____ ENTRIES PROVIDED

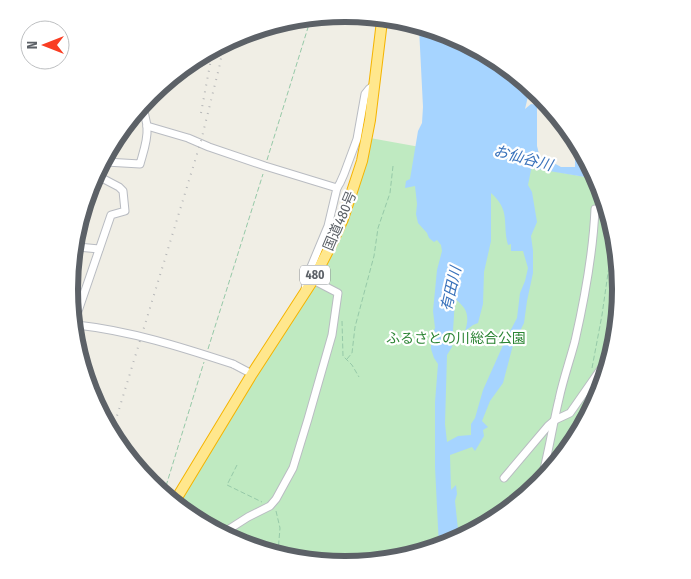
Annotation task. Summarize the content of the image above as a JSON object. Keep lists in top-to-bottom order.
{
  "streets": {
    "highway": ["国道480号", "480"]
  },
  "water": ["お仙谷川", "有田川"],
  "parks": ["ふるさとの川総合公園"],
  "north": "left"
}
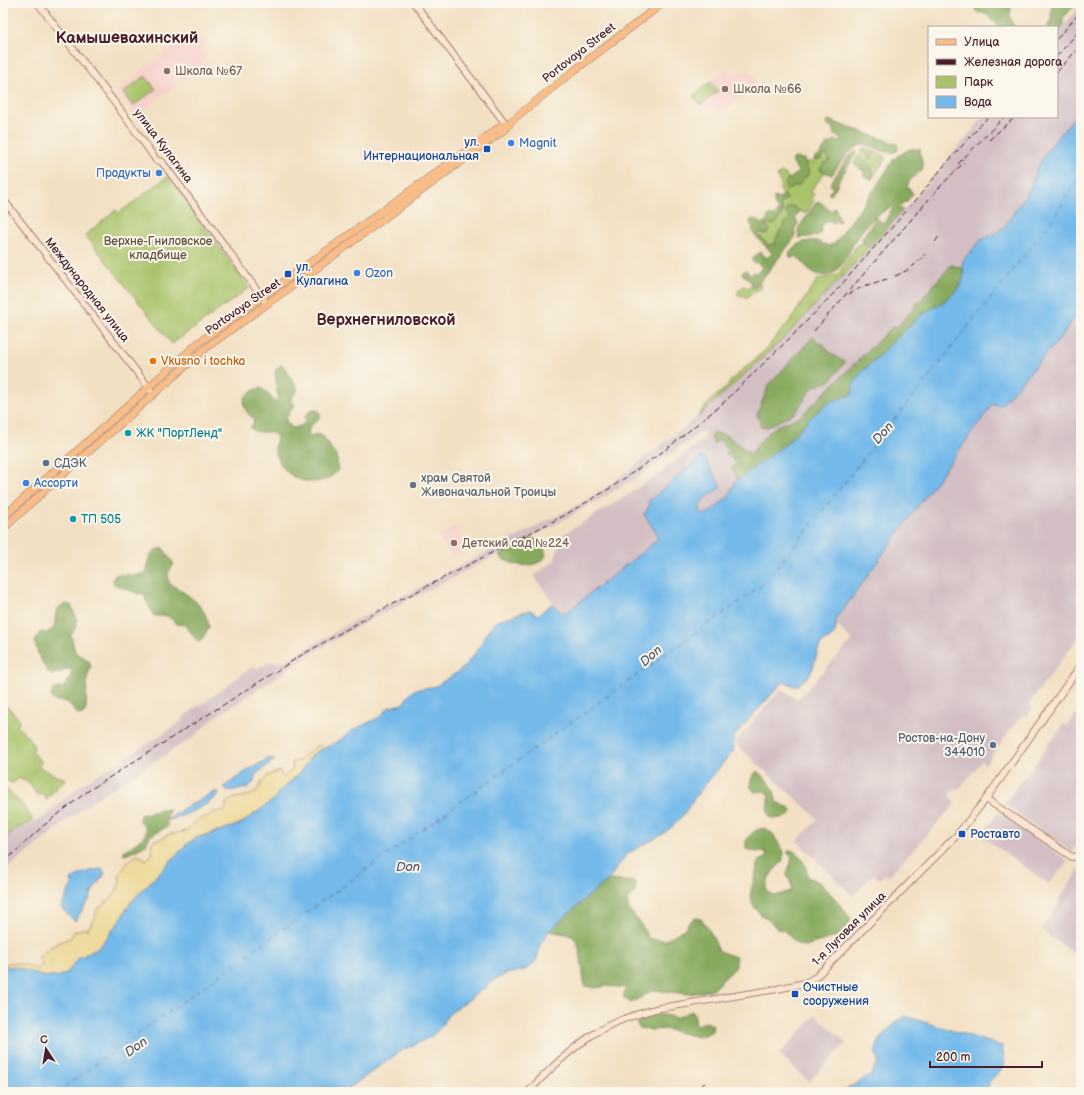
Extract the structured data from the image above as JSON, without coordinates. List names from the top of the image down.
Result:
{
  "streets": {
    "main road": [
      "Portovaya Street",
      "улица Кулагина",
      "Международная улица",
      "1-я Луговая улица"
    ]
  },
  "crossings": [
    ["Portovaya Street", "улица Кулагина"],
    ["Portovaya Street", "Международная улица"]
  ],
  "districts": ["Камышевахинский", "Верхнегниловской"],
  "water": ["Don"],
  "parks": ["Верхне-Гниловское кладбище"],
  "places": {
    "other": [
      "Школа №67",
      "Школа №66",
      "Magnit",
      "Продукты",
      "Ozon",
      "Vkusno i tochka",
      "ЖК \"ПортЛенд\"",
      "СДЭК",
      "Ассорти",
      "храм Святой Живоначальной Троицы",
      "ТП 505",
      "Детский сад №224",
      "Ростов-на-Дону 344010"
    ],
    "transit": [
      "ул. Интернациональная",
      "ул. Кулагина",
      "Роставто",
      "Очистные сооружения"
    ]
  },
  "legend": [
    "Улица",
    "Железная дорога",
    "Парк",
    "Вода"
  ],
  "scale_bar": "200 m",
  "north": "top"
}
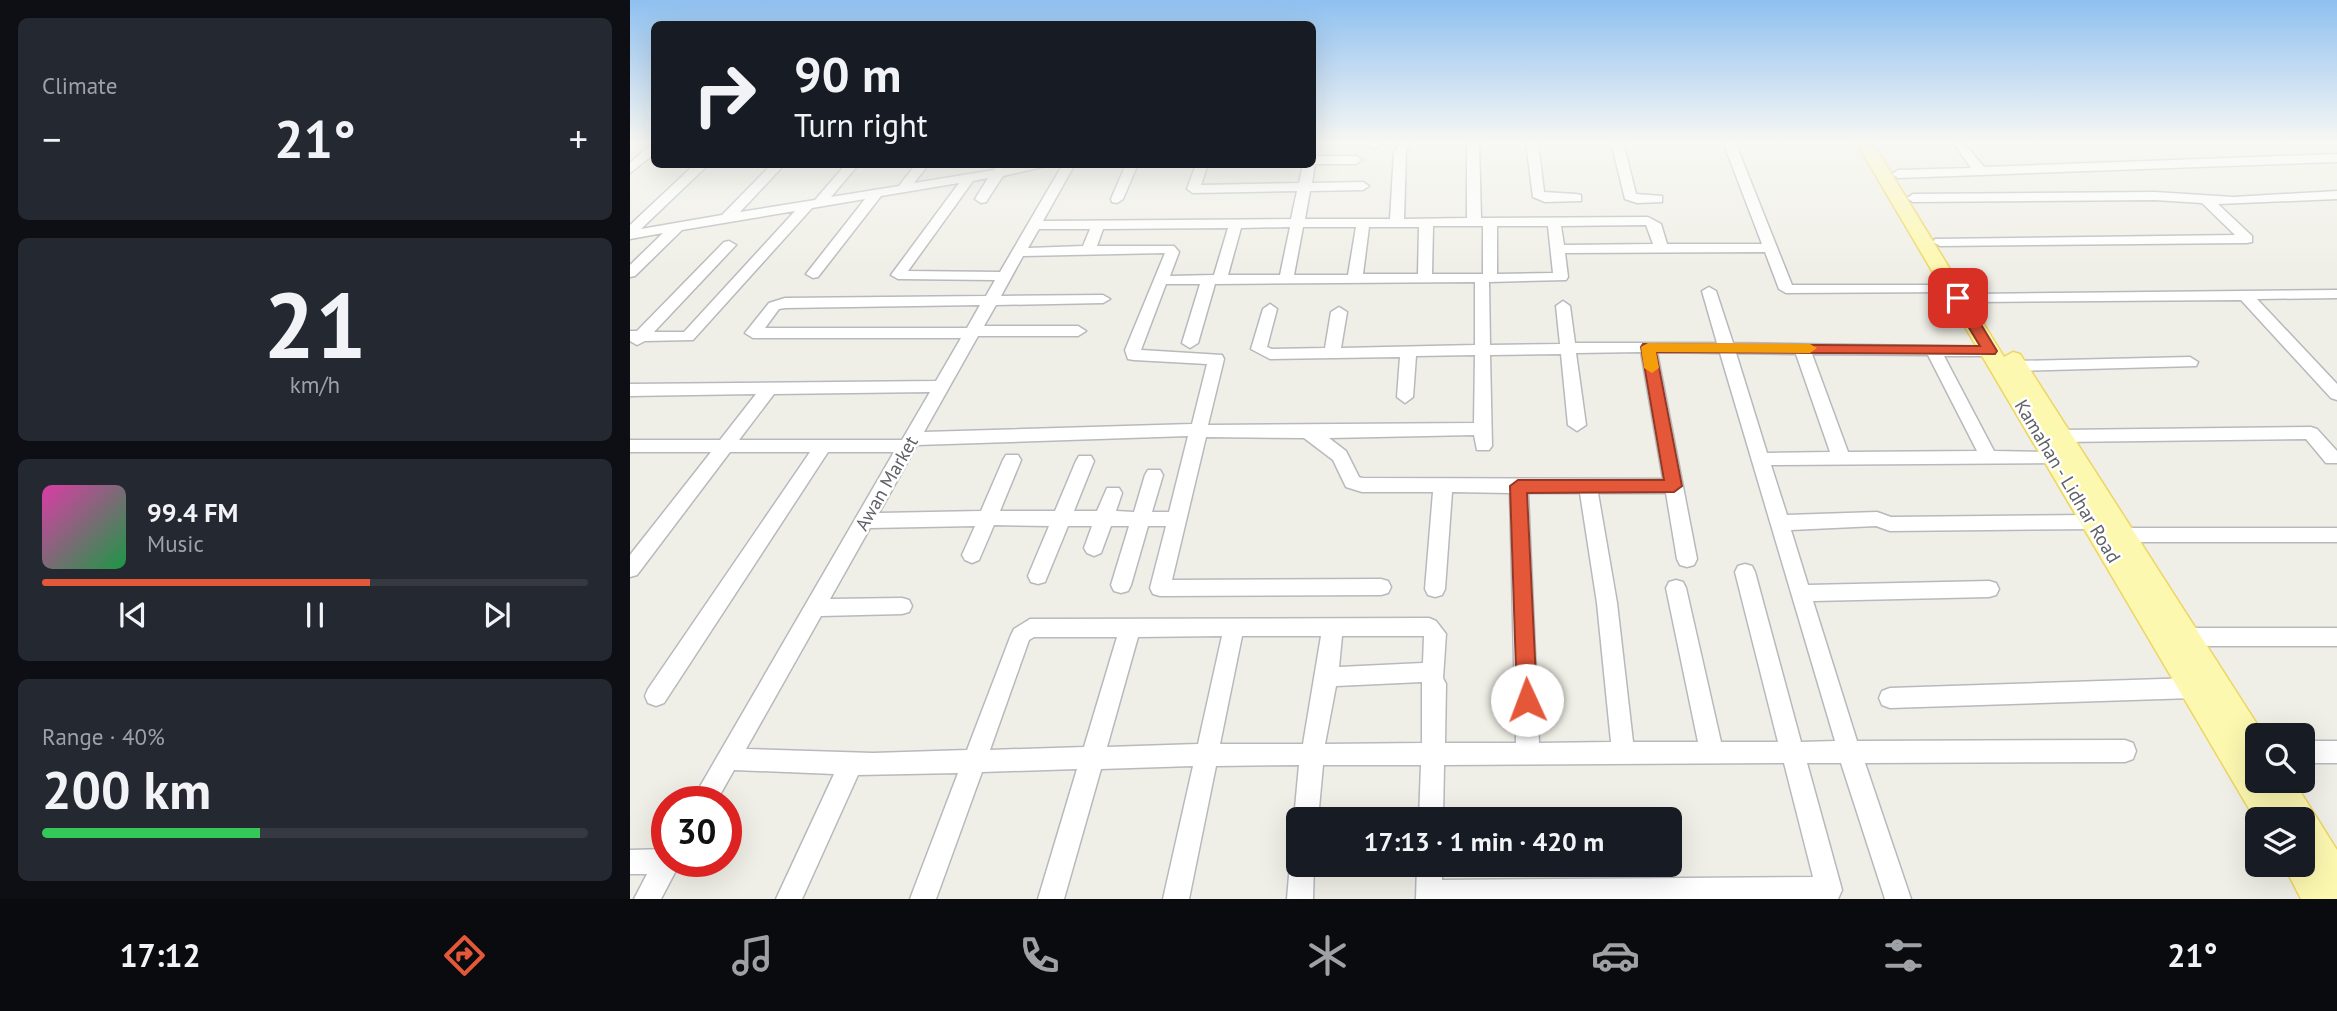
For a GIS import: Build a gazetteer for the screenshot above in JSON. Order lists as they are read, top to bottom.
{
  "streets": {
    "main road": ["Kamahan - Lidhar Road"],
    "street": ["Awan Market"]
  },
  "page": {
    "tile": [
      "Climate",
      ["21", "km/h"],
      ["Range · 40%", "200 km"]
    ],
    "turn": ["90 m", "Turn right"],
    "heat": ["−", "21°", "+"],
    "song": ["99.4 FM", "Music"],
    "limit": "30",
    "trip": "17:13 · 1 min · 420 m",
    "tabs": ["17:12", "21°"]
  }
}
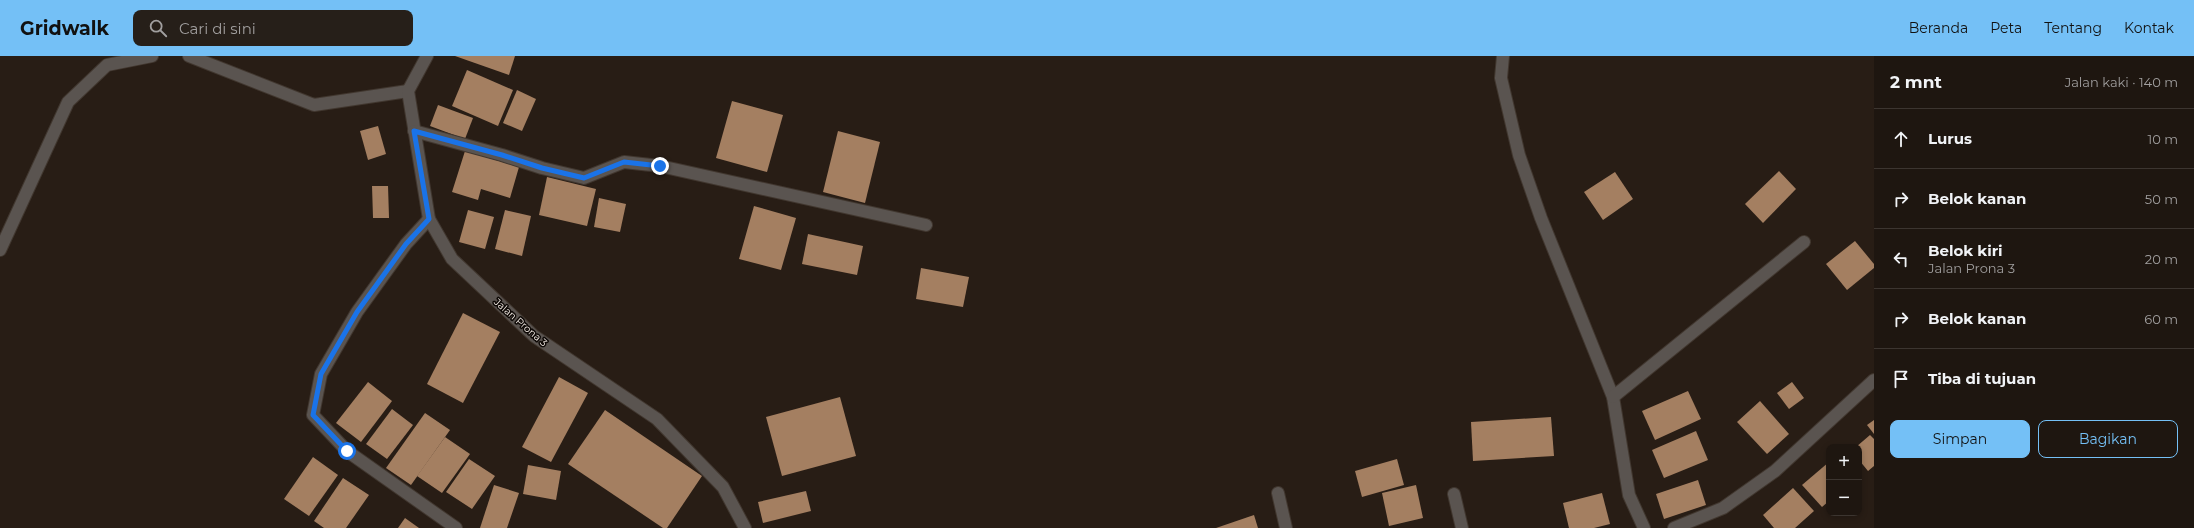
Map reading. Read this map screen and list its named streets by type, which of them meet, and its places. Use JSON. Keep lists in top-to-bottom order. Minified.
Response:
{"streets":{"street":["Jalan Prona 3"]},"page":{"header":"Gridwalk","search":"Cari di sini","nav":["Beranda","Peta","Tentang","Kontak"],"heading":["2 mnt","Jalan kaki · 140 m"],"list":[["Lurus","10 m"],["Belok kanan","50 m"],["Belok kiri","Jalan Prona 3","20 m"],["Belok kanan","60 m"],"Tiba di tujuan"],"buttons":["Simpan","Bagikan"],"map_buttons":["+","−"]}}
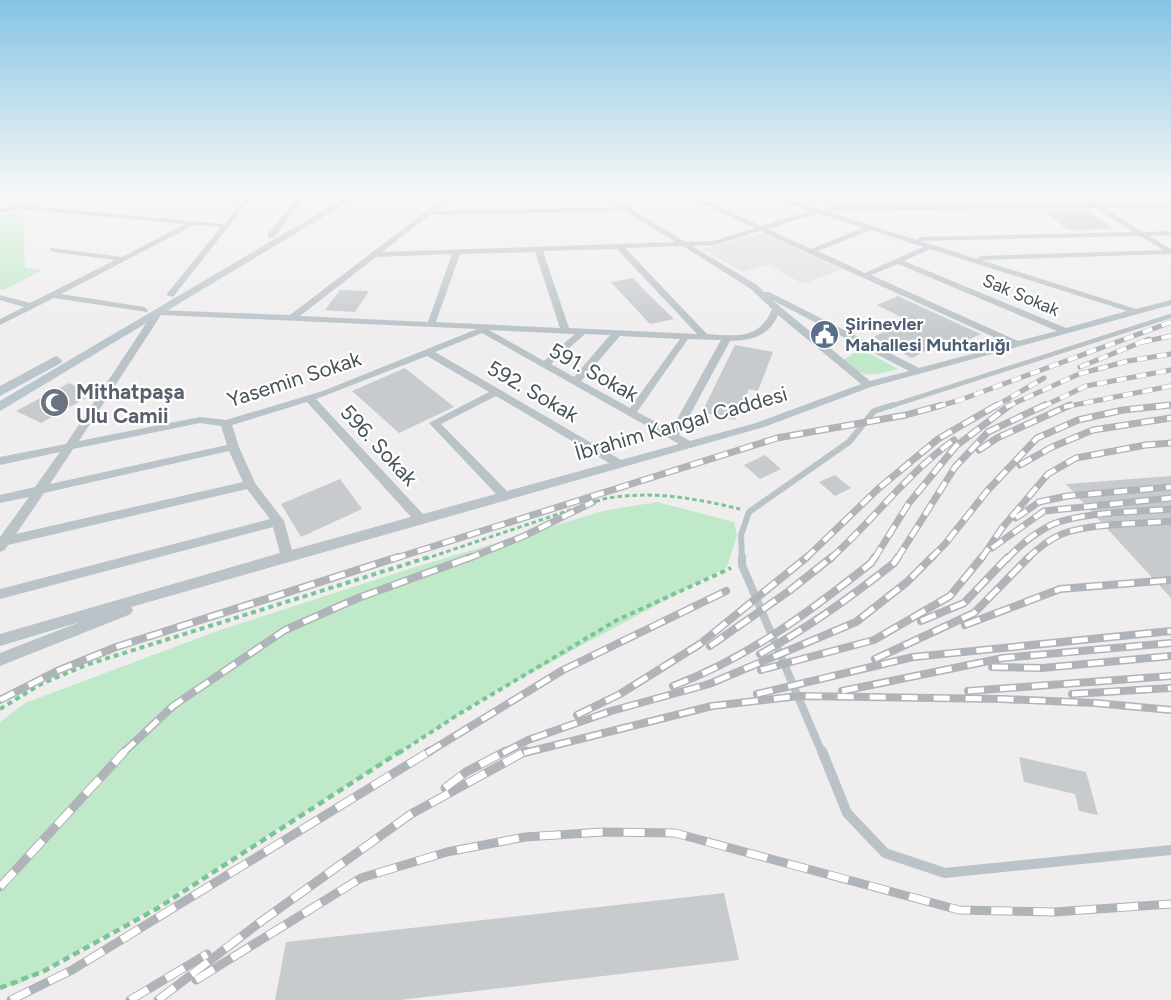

________

— TASK STATEMENT —
In your copy of the material, every word must match and no image should appear.

— THE COMPLETED TASK —
Annotation task. Summarize the content of the image above as a JSON object. Keep lists in top-to-bottom order.
{
  "streets": {
    "highway": ["国道480号", "480"]
  },
  "water": ["お仙谷川", "有田川"],
  "parks": ["ふるさとの川総合公園"],
  "north": "left"
}
Extract the structured data from the image above as JSON, without coordinates. List names from the top of the image down.
Result:
{
  "streets": {
    "main road": [
      "Portovaya Street",
      "улица Кулагина",
      "Международная улица",
      "1-я Луговая улица"
    ]
  },
  "crossings": [
    ["Portovaya Street", "улица Кулагина"],
    ["Portovaya Street", "Международная улица"]
  ],
  "districts": ["Камышевахинский", "Верхнегниловской"],
  "water": ["Don"],
  "parks": ["Верхне-Гниловское кладбище"],
  "places": {
    "other": [
      "Школа №67",
      "Школа №66",
      "Magnit",
      "Продукты",
      "Ozon",
      "Vkusno i tochka",
      "ЖК \"ПортЛенд\"",
      "СДЭК",
      "Ассорти",
      "храм Святой Живоначальной Троицы",
      "ТП 505",
      "Детский сад №224",
      "Ростов-на-Дону 344010"
    ],
    "transit": [
      "ул. Интернациональная",
      "ул. Кулагина",
      "Роставто",
      "Очистные сооружения"
    ]
  },
  "legend": [
    "Улица",
    "Железная дорога",
    "Парк",
    "Вода"
  ],
  "scale_bar": "200 m",
  "north": "top"
}
For a GIS import: Build a gazetteer for the screenshot above in JSON. Order lists as they are read, top to bottom.
{
  "streets": {
    "main road": ["Kamahan - Lidhar Road"],
    "street": ["Awan Market"]
  },
  "page": {
    "tile": [
      "Climate",
      ["21", "km/h"],
      ["Range · 40%", "200 km"]
    ],
    "turn": ["90 m", "Turn right"],
    "heat": ["−", "21°", "+"],
    "song": ["99.4 FM", "Music"],
    "limit": "30",
    "trip": "17:13 · 1 min · 420 m",
    "tabs": ["17:12", "21°"]
  }
}
Map reading. Read this map screen and list its named streets by type, which of them meet, and its places. Use JSON. Keep lists in top-to-bottom order. Minified.
Response:
{"streets":{"street":["Jalan Prona 3"]},"page":{"header":"Gridwalk","search":"Cari di sini","nav":["Beranda","Peta","Tentang","Kontak"],"heading":["2 mnt","Jalan kaki · 140 m"],"list":[["Lurus","10 m"],["Belok kanan","50 m"],["Belok kiri","Jalan Prona 3","20 m"],["Belok kanan","60 m"],"Tiba di tujuan"],"buttons":["Simpan","Bagikan"],"map_buttons":["+","−"]}}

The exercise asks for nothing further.